COVID verhoogt risico op psychiatrische aandoeningen weken later: Studie
Door Carolyn Crist
8 juni 2022 -- Volgens een nieuwe studie in World Psychiatry lopen COVID-19 patiënten 25% meer risico op het ontwikkelen van een psychiatrische aandoening in de 4 maanden na hun infectie in vergelijking met mensen met andere soorten luchtweginfecties.
Vooral angststoornissen vertoonden een kleine maar significante risicotoename. Zowel patiënten als zorgverleners moeten bewust en proactief omgaan met psychische problemen na een coronavirusinfectie, schrijven de auteurs van de studie.
"Voor mensen die COVID hebben gehad: als je je angstig voelt, als je veranderingen ziet in hoe je door het leven gaat vanuit een psychiatrisch standpunt, is het volkomen terecht dat je hulp zoekt," zegt Lauren Chan, een van de co-auteurs en een doctoraalstudent aan de Oregon State University, in een verklaring.
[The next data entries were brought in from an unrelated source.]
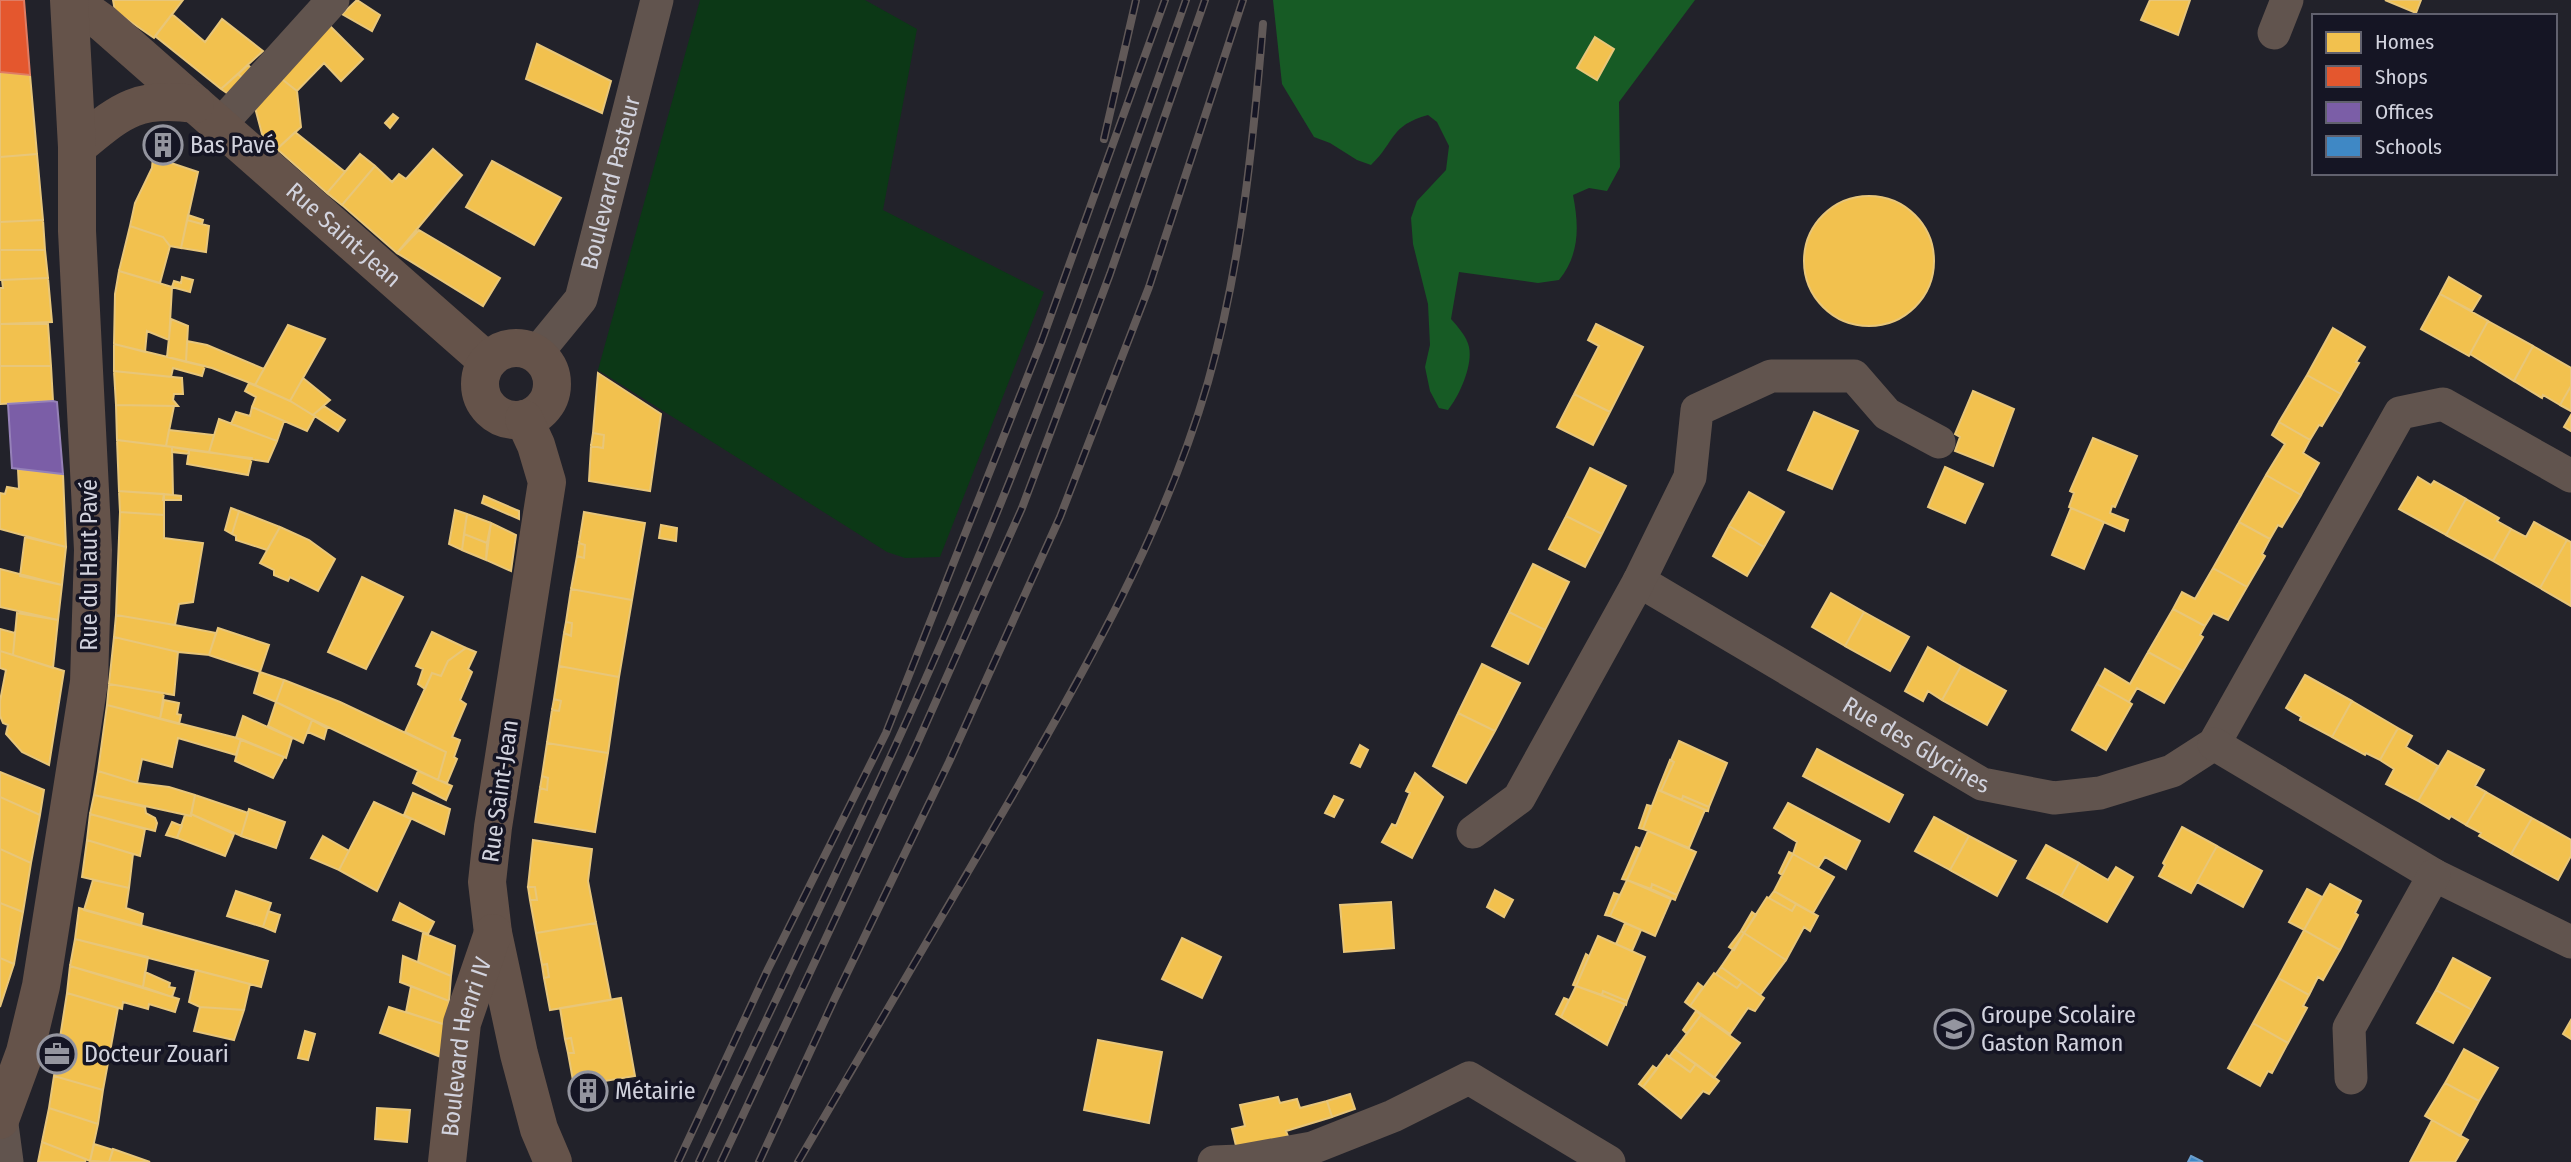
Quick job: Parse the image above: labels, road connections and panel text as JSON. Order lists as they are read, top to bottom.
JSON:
{
  "streets": {
    "street": [
      "Boulevard Pasteur",
      "Rue Saint-Jean",
      "Rue du Haut Pavé",
      "Rue des Glycines",
      "Boulevard Henri IV"
    ]
  },
  "crossings": [
    ["Boulevard Pasteur", "Rue Saint-Jean"],
    ["Rue Saint-Jean", "Rue du Haut Pavé"],
    ["Rue Saint-Jean", "Boulevard Henri IV"]
  ],
  "places": {
    "building": ["Bas Pavé", "Métairie"],
    "school or university": ["Groupe Scolaire Gaston Ramon"],
    "office": ["Docteur Zouari"]
  },
  "legend": [
    "Homes",
    "Shops",
    "Offices",
    "Schools"
  ]
}
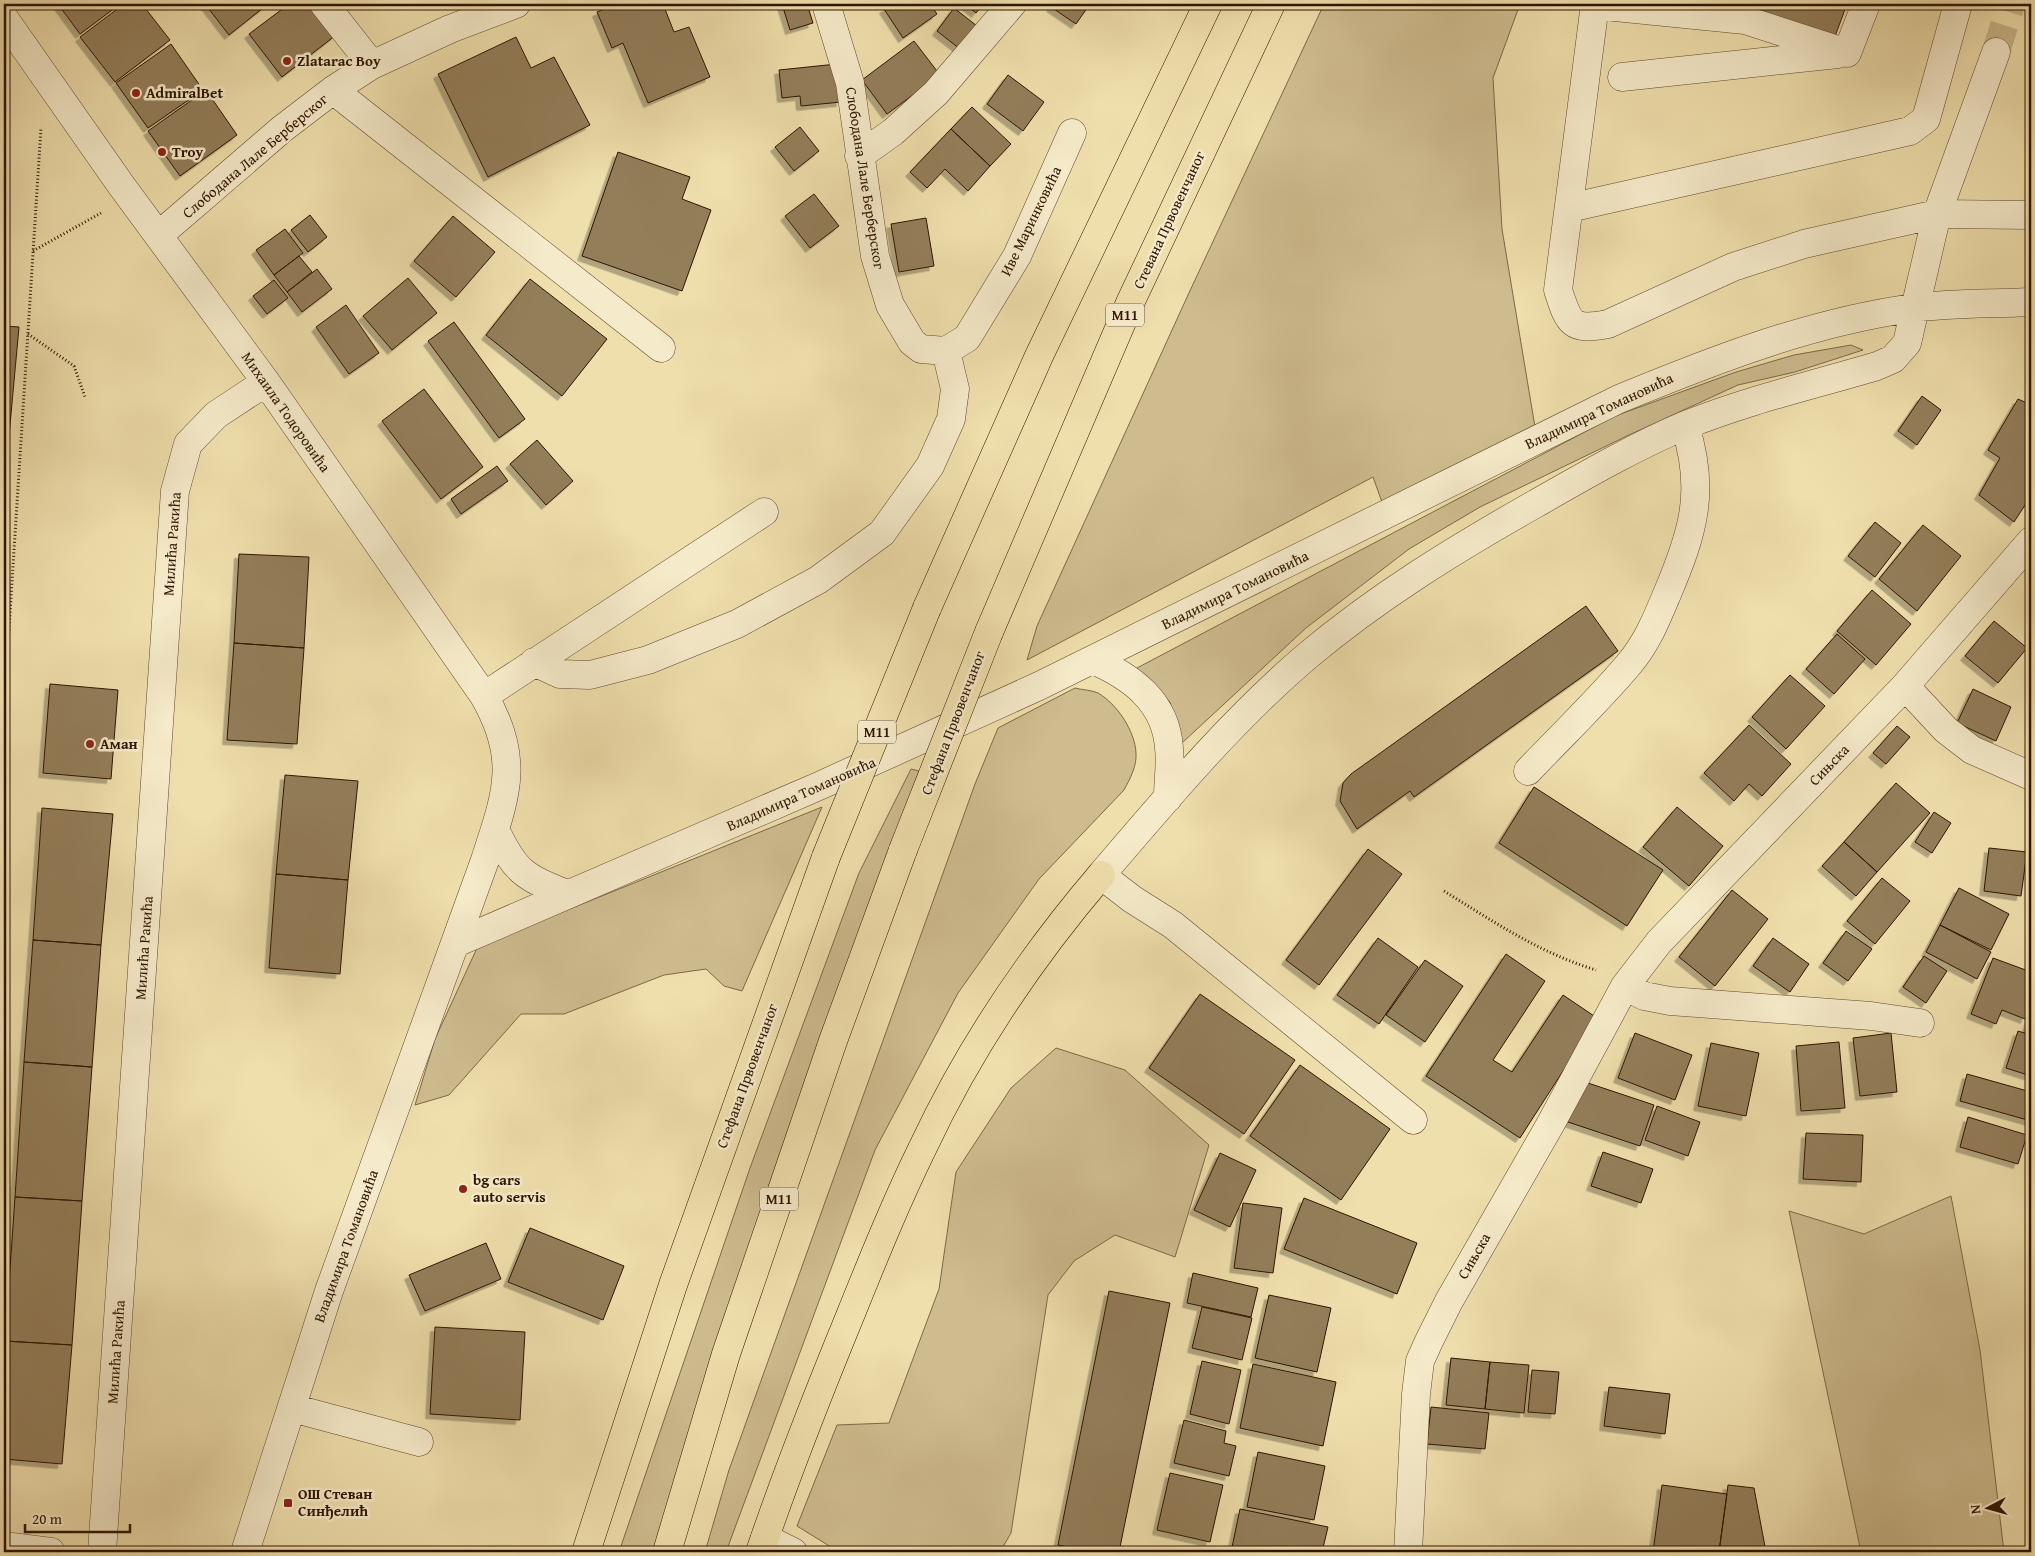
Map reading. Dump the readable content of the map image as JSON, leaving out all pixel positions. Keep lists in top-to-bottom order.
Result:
{
  "streets": {
    "highway": ["Стевана Првовенчаног", "M11", "Стефана Првовенчаног"],
    "street": [
      "Слободана Лале Берберског",
      "Иве Маринковића",
      "Владимира Томановића",
      "Михаила Тодоровића",
      "Милића Ракића",
      "Сињска"
    ]
  },
  "crossings": [
    ["Слободана Лале Берберског", "Иве Маринковића"],
    ["Слободана Лале Берберског", "Михаила Тодоровића"],
    ["Стевана Првовенчаног", "Стефана Првовенчаног"],
    ["Владимира Томановића", "Михаила Тодоровића"],
    ["Михаила Тодоровића", "Милића Ракића"]
  ],
  "places": {
    "other": [
      "Zlatarac Boy",
      "AdmiralBet",
      "Troy",
      "Аман",
      "bg cars auto servis"
    ],
    "transit": ["ОШ Стеван Синђелић"]
  },
  "scale_bar": "20 m",
  "north": "left"
}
"En als je een zorgverlener bent, moet je proactief zijn en beginnen te screenen op die psychiatrische aandoeningen en vervolgens die patiënten opvolgen," zegt ze.
Chan en collega's gebruikten gegevens van de National COVID Cohort Collaborative, een nationale database met elektronische patiëntendossiers. Zij koppelden 46.600 COVID-19 patiënten aan controlepatiënten bij wie een andere luchtweginfectie was vastgesteld. Ze analyseerden hoe COVID-19 de geestelijke gezondheid van patiënten beïnvloedde onder degenen die geen eerdere psychische aandoening hadden.
Het onderzoeksteam ontdekte dat COVID-19 patiënten 3,8% kans hadden om een psychiatrische stoornis te ontwikkelen, vergeleken met 3% voor andere luchtweginfecties. Het verschil van 0,8% komt overeen met een 25% verhoogd relatief risico.
Zij richtten zich op het aantal nieuw ontstane psychische aandoeningen voor alle psychiatrische aandoeningen, angststoornissen en stemmingsstoornissen en vonden een toename van angststoornissen maar geen verandering in het risico voor stemmingsstoornissen.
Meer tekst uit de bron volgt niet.